Said ibni Cübeyr ki, çok ilim sahibiydi.
İlmiyle amil olan, bir mübarek veliydi.
Günahını düşünüp, çok ağlardı hüznünden.
Gözlerinin görmesi, azalmıştı bu yüzden.
Okurken rastlasaydı bir azap âyetine,
Tekrar edip ağlardı, ta ki sabah vaktine.
Bir gece, çok ağladı şu âyet tesirinden:
(Ey mücrimler, ayrılın bu gün sevdiklerimden!)
Kimsenin kusurunu, söylemezdi yüzüne.
Hep ortaya ederdi nasihati o yine.
Derdi: (İslamiyet’e tam uyarsa bir kişi,
Hepsi zikr sayılır işlediği her işi.
Ve şayet yaşamazsa İslam’ın emri ile,
Zikretmiş sayılmaz hiç, çok tesbih çekse bile.)
O zamanın valisi, salıp memurlarını,
Huzuruna çağırttı, bu Allah adamını.
Onlar geldiklerinde, o, namaz kılıyordu.
Bitirince, (Ne için geldiniz?) diye sordu.
Dediler ki: (Valimiz emir verdi ki bize,
Seni teslim edelim götürüp valimize.)
(Peki) dedi onlara, itiraz etmeksizin.
Çıktılar sonra yola, valiye gitmek için.
Yolda, bir kiliseye rastladılar bir ara.
(İçeriye giriniz) dedi rahip onlara.
Girdiler o on kişi kiliseden içeri.
Ve lakin İbni Cübeyr girmeyip kaldı geri.
Rahip dedi: (Ey Said, sen niçin girmiyorsun?

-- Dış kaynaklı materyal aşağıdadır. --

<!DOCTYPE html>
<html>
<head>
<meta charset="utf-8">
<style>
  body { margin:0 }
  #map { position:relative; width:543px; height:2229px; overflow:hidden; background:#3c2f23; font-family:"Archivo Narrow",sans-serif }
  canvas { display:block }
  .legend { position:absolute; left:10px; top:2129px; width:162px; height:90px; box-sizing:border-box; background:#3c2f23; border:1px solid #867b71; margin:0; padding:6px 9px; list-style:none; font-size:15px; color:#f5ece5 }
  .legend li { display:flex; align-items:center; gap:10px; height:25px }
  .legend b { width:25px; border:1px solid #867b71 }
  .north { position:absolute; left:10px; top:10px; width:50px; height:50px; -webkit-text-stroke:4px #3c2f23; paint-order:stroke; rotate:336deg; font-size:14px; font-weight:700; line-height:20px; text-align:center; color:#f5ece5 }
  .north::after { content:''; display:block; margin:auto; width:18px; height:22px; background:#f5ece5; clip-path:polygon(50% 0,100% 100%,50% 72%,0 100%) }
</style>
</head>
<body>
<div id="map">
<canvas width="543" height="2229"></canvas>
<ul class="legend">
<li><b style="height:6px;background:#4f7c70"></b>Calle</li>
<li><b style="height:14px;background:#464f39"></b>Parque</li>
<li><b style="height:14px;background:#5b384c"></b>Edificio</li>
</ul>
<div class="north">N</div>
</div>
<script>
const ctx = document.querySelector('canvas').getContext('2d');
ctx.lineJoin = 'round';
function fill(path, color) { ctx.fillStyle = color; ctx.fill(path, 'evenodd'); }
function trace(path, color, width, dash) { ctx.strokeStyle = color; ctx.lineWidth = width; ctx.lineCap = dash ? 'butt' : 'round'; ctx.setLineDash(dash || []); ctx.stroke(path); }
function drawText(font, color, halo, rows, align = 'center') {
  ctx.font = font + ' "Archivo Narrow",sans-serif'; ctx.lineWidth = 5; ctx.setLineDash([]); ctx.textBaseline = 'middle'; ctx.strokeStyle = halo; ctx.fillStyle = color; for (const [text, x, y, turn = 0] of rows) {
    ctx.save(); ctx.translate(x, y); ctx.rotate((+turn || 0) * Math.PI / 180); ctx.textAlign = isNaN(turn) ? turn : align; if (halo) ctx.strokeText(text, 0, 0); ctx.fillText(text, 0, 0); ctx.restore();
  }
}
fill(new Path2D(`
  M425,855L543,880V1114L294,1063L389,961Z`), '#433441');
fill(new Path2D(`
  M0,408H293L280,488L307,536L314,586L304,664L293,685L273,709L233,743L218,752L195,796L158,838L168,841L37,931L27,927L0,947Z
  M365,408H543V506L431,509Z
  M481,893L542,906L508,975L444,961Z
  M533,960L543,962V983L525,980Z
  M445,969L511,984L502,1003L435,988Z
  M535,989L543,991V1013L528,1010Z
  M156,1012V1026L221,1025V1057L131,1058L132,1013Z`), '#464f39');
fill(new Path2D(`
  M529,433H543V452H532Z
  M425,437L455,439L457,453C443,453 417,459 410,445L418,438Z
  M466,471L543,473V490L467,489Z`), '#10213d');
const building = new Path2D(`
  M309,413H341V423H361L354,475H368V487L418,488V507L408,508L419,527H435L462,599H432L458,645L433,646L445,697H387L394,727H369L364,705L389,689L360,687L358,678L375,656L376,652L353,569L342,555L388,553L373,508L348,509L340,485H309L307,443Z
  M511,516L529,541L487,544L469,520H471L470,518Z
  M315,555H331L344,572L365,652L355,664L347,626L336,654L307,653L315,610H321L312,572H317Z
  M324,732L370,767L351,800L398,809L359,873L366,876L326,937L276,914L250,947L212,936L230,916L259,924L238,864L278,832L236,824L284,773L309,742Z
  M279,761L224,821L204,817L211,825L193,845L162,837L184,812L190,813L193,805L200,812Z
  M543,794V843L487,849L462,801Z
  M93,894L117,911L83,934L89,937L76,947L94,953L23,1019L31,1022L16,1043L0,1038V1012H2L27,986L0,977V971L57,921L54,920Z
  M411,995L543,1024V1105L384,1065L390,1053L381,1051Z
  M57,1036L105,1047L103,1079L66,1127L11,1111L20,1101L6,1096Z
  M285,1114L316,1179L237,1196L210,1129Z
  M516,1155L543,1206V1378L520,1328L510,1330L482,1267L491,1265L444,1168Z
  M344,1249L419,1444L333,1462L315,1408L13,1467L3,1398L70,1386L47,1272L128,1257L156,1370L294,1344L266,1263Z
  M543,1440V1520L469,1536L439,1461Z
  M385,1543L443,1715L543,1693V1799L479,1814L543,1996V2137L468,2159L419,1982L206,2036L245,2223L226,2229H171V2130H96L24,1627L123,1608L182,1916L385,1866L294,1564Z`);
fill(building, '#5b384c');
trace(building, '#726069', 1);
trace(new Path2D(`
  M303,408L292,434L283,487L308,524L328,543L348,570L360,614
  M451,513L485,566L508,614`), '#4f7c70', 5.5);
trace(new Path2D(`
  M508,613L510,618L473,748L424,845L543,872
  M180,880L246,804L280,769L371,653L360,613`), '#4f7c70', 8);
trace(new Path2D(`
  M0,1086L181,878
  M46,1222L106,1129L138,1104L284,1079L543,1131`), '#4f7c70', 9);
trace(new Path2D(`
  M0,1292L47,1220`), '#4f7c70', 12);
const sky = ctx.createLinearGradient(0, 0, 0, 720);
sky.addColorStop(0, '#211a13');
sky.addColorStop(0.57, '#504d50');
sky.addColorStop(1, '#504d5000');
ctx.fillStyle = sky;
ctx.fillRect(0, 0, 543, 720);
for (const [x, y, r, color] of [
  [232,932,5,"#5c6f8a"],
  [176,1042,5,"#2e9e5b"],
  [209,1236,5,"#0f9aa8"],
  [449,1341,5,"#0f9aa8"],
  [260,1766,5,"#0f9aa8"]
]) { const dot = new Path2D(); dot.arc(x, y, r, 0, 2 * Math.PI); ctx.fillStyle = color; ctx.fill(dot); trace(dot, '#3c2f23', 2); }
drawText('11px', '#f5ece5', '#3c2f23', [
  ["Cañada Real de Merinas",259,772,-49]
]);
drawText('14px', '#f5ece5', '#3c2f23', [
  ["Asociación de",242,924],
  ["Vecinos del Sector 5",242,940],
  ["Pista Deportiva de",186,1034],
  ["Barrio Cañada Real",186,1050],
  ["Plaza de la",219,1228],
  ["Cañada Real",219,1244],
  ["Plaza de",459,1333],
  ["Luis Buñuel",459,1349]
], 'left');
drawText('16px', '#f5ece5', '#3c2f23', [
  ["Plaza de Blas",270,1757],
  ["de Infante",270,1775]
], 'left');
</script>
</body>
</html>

Yoksa geri kalıp da, kaçmak mı istiyorsun?)
Buyurdu ki: (Ey rahip, hayır, sen bak işine.
Kâfir kilisesinde, Müslümanın işi ne?)
Rahip dedi: (Dışarda yırtıcı hayvanlar var.
İçeriye girmezsen, parçalar seni onlar.)
Buyurdu: (Rabbim beni, onlardan korur elbet.

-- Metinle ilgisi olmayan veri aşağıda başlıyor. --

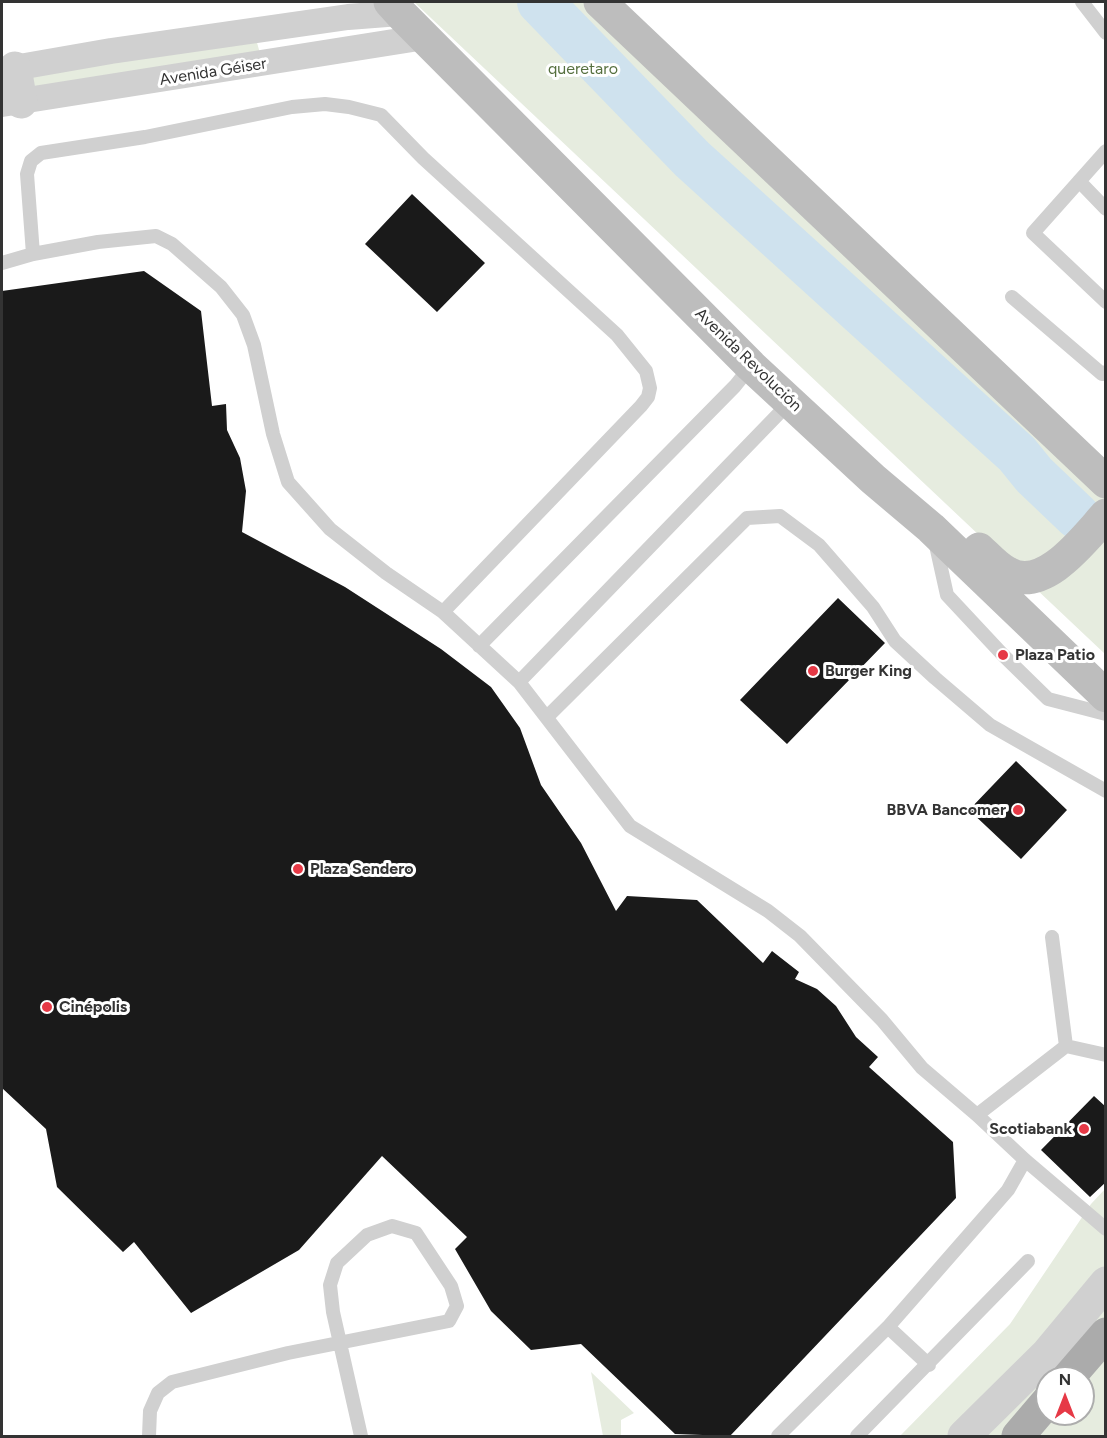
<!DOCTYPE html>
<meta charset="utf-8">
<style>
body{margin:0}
#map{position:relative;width:1107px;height:1438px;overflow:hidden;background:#fff;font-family:Figtree,sans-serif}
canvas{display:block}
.frame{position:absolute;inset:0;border:3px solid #333;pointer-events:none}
.north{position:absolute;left:1035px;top:1366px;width:60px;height:60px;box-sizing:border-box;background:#fff;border:2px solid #adadad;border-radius:50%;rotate:0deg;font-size:16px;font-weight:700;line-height:24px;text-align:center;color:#333}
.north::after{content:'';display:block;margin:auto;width:21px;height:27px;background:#e63946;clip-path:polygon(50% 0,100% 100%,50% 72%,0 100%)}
</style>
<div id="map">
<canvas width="1107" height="1438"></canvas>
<div class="frame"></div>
<div class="north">N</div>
</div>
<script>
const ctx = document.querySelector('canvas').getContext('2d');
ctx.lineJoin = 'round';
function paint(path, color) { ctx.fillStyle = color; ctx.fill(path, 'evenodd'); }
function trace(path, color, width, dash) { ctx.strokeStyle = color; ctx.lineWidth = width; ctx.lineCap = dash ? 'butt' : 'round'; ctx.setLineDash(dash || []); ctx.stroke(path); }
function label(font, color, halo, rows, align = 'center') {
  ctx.font = font + ' Figtree,sans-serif'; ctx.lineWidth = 6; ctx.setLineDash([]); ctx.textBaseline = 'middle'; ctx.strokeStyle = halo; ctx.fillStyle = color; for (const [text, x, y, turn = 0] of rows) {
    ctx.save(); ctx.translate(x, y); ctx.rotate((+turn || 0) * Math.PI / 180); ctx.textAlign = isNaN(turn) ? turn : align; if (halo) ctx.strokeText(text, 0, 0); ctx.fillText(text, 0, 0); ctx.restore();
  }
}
const green = new Path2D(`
 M414 2H610L1105 472V654Z
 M256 39 261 57 2 96V79Z
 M1105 1189V1436H900L1010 1324 1091 1204ZM1047 1378H1083V1414H1047Z
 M591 1372 634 1413 621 1420V1436H603Z`);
const river = new Path2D(`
 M540 2 692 159 1017 454 1034 475 1077 516`);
const building = new Path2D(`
 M412 194 485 263 437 312 365 244Z
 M144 271 201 311 212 406 226 404 227 430 240 458 246 491 242 532 345 587 441 649 491 687 520 728 541 785 581 843 616 911 627 896 697 900 763 963 772 951 799 972 795 979 817 989 836 1006 856 1037 878 1057 869 1067 953 1142 956 1198 730 1436 675 1434 581 1344 531 1350 491 1311 455 1249 467 1237 382 1156 299 1250 191 1313 134 1242 123 1252 57 1187 46 1129 2 1088V291Z
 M838 598 885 643 787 744 740 700Z
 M1016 761 1067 810 1021 859 969 810Z
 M1094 1096 1106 1107V1182L1090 1197 1041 1150Z`);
const service = new Path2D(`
 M1082 2 1106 33
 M1106 151 1033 233 1106 302
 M1079 181 1106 209
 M33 254 27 174 31 161 41 153 145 137 292 107 325 104 349 107 381 115 423 158 617 335 646 371 650 388 648 397 641 406 443 612
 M2 263 33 254 98 242 156 236 172 244 221 287 243 315 254 345 273 434 288 482 330 529 386 573 443 612 519 682 630 826 768 911 800 936 882 1020 922 1068 977 1115 1025 1160 1106 1229
 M1012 297 1102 374 1106 372
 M935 541 947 595 1003 655 1048 699 1106 714
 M479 646 735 386 751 366
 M519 682 790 402
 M547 717 747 518 780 516 819 545 873 607 895 641 935 678 990 725 1106 791
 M1052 937 1066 1046
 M977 1115 1066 1046 1106 1055
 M888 1327 929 1365
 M149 1436 150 1411 158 1393 172 1382 288 1353 449 1321 457 1306 451 1286 416 1233 392 1226 367 1235 337 1263 330 1285 333 1312 361 1436
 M778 1436 888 1327 1008 1190 1025 1160
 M857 1436 1028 1261`);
const minor = new Path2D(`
 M2 70 111 51 348 17 400 13
 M2 104 425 37`);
const tertiary = new Path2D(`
 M15 68 21 102
 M964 1436 1047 1354 1106 1283`);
const secondary = new Path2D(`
 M390 2 400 13 751 366 873 479 931 528 1106 696
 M600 2 1106 482
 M979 549C988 557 997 568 1008 573 1044 594 1085 538 1106 515`);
const primary = new Path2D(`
 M1068 1378 1106 1334
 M1018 1436 1047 1402`);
const markers = [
 [1003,655,6,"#e63946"],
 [813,671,6,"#e63946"],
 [1018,810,6,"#e63946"],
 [298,869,6,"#e63946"],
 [47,1007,6,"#e63946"],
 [1084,1129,6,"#e63946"]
];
const parkNames = [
 ["queretaro",583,69]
];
const streetNames = [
 ["Avenida Géiser",213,72,-9],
 ["Avenida Revolución",748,360,44]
];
const poiNames = [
 ["Plaza Patio",1015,655],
 ["Burger King",825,671],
 ["BBVA Bancomer",1006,810,"right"],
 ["Plaza Sendero",310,869],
 ["Cinépolis",59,1007],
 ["Scotiabank",1072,1129,"right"]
];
paint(green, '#e6ecdf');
trace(river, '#cfe2ee', 46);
paint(building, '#1a1a1a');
trace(service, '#d0d0d0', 14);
trace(minor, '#d0d0d0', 26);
trace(tertiary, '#d0d0d0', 33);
trace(secondary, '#bdbdbd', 33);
trace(primary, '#ababab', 33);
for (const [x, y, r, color] of markers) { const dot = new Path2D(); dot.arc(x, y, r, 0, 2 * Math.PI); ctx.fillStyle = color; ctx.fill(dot); trace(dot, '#fff', 2); }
label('16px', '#56703f', '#fff', parkNames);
label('16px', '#333', '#fff', streetNames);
label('bold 16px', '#333', '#fff', poiNames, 'left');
</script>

Onlar dahi, Rabbimin mahlukudur nihayet.)
Rahip, diğerlerine dedi ki: (Siz giriniz.
Oklarınızı gerip, bu zatı bekleyiniz.)
Rahip böyle deyince, onlar girdi içeri.
Heyecanla gözlerken, gece İbni Cübeyr'i,
Baktılar, hakikaten bir çok vahşi hayvanlar,
Gelip, İbni Cübeyr’in yakınında durdular.
Sonra ona sürünüp, oturdular yanına.
Hiç bir şey yapmadılar bu Allah adamına.
Rahip bunu görünce, dedi: (Aman ya Rabbi!
Ömrümde bir hadise görmedim bunun gibi.
Demek ki yeryüzünde varmış böyle büyük zat.)
Şehadeti getirip iman etti o saat.
Vardılar ertesi gün en nihayet valiye.
Hapsetti suçu yokken, onu hapishaneye.
Peşinden katlettiler bu mübarek veliyi.
Söyledi kesik başı kelime-i tevhidi.